──────── Input material

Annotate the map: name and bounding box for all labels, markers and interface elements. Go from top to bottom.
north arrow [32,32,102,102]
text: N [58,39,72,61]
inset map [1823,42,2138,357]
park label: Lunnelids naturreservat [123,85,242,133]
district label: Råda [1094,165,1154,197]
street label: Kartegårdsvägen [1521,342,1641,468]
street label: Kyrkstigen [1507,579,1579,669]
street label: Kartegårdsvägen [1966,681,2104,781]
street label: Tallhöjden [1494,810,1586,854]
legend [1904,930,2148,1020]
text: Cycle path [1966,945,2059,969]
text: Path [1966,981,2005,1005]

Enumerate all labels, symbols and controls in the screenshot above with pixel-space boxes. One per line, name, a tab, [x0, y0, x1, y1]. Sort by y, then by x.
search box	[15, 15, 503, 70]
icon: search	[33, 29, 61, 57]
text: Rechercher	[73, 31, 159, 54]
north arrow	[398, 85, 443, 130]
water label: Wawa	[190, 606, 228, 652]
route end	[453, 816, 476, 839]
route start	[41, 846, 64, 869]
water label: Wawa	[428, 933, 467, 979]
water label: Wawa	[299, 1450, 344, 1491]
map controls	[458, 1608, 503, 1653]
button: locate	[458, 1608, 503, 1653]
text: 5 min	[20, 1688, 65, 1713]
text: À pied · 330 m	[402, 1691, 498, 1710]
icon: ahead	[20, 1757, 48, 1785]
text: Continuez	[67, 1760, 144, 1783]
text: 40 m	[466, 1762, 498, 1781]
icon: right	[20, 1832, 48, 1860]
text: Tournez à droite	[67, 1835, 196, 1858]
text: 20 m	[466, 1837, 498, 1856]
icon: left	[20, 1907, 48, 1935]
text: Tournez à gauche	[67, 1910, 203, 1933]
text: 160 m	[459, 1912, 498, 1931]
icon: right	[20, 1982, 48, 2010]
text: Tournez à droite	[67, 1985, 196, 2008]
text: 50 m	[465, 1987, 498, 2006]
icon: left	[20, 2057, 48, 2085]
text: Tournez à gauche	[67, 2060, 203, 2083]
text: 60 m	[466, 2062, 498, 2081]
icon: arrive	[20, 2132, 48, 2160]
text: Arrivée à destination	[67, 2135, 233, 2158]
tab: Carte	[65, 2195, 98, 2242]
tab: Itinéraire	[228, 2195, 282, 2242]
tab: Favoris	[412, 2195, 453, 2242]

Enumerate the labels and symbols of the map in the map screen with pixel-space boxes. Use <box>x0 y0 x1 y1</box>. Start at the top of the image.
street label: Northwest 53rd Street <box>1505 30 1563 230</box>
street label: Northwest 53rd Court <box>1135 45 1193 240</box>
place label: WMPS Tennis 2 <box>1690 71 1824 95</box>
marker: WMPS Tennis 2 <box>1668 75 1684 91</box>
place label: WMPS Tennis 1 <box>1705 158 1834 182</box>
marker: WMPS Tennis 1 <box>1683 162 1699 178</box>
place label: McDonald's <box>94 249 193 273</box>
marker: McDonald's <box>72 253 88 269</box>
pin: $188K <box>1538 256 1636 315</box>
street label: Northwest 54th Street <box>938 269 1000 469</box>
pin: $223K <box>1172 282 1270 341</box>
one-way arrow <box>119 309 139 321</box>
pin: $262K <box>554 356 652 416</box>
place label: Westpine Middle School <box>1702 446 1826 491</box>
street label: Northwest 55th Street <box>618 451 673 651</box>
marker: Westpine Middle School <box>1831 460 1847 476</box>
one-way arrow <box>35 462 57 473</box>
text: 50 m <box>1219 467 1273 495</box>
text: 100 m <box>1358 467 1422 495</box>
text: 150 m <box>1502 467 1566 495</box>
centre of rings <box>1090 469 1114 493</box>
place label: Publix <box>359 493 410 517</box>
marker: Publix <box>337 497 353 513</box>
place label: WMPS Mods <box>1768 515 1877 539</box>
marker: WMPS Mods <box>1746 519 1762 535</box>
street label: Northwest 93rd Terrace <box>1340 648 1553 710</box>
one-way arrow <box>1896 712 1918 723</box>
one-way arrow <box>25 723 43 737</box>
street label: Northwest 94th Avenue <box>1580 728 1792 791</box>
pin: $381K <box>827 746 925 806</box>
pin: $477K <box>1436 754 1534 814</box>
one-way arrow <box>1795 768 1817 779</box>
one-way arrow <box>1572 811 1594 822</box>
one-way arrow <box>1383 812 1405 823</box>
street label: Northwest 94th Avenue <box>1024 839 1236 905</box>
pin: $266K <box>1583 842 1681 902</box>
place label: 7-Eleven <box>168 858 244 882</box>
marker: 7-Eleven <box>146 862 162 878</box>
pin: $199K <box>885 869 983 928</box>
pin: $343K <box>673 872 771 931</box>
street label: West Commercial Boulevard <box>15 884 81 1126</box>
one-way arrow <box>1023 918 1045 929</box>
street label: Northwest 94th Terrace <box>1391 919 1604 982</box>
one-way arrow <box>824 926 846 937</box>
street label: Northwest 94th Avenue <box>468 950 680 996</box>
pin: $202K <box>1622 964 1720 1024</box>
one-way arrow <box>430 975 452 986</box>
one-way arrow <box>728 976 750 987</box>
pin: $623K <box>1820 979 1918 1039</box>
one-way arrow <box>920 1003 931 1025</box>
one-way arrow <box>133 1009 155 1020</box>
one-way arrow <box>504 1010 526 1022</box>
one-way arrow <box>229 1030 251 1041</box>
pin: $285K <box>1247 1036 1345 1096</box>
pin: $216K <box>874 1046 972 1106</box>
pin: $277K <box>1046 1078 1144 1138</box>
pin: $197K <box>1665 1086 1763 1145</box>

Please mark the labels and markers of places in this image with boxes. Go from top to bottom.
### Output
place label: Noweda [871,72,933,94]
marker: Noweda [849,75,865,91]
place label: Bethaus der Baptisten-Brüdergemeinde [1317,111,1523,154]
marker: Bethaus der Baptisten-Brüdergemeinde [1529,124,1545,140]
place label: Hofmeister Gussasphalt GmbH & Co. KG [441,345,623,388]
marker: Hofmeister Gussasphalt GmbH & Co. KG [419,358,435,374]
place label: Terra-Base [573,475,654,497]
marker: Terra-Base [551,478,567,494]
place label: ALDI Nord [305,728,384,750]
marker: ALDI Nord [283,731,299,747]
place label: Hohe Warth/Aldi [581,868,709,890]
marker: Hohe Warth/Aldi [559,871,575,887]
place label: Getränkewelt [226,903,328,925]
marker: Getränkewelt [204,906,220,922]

────────────────

▸ **Task prompt**
From the records above, pull out each line that has "droite".

▸ **Task response**
text: Tournez à droite	[67, 1835, 196, 1858]
text: Tournez à droite	[67, 1985, 196, 2008]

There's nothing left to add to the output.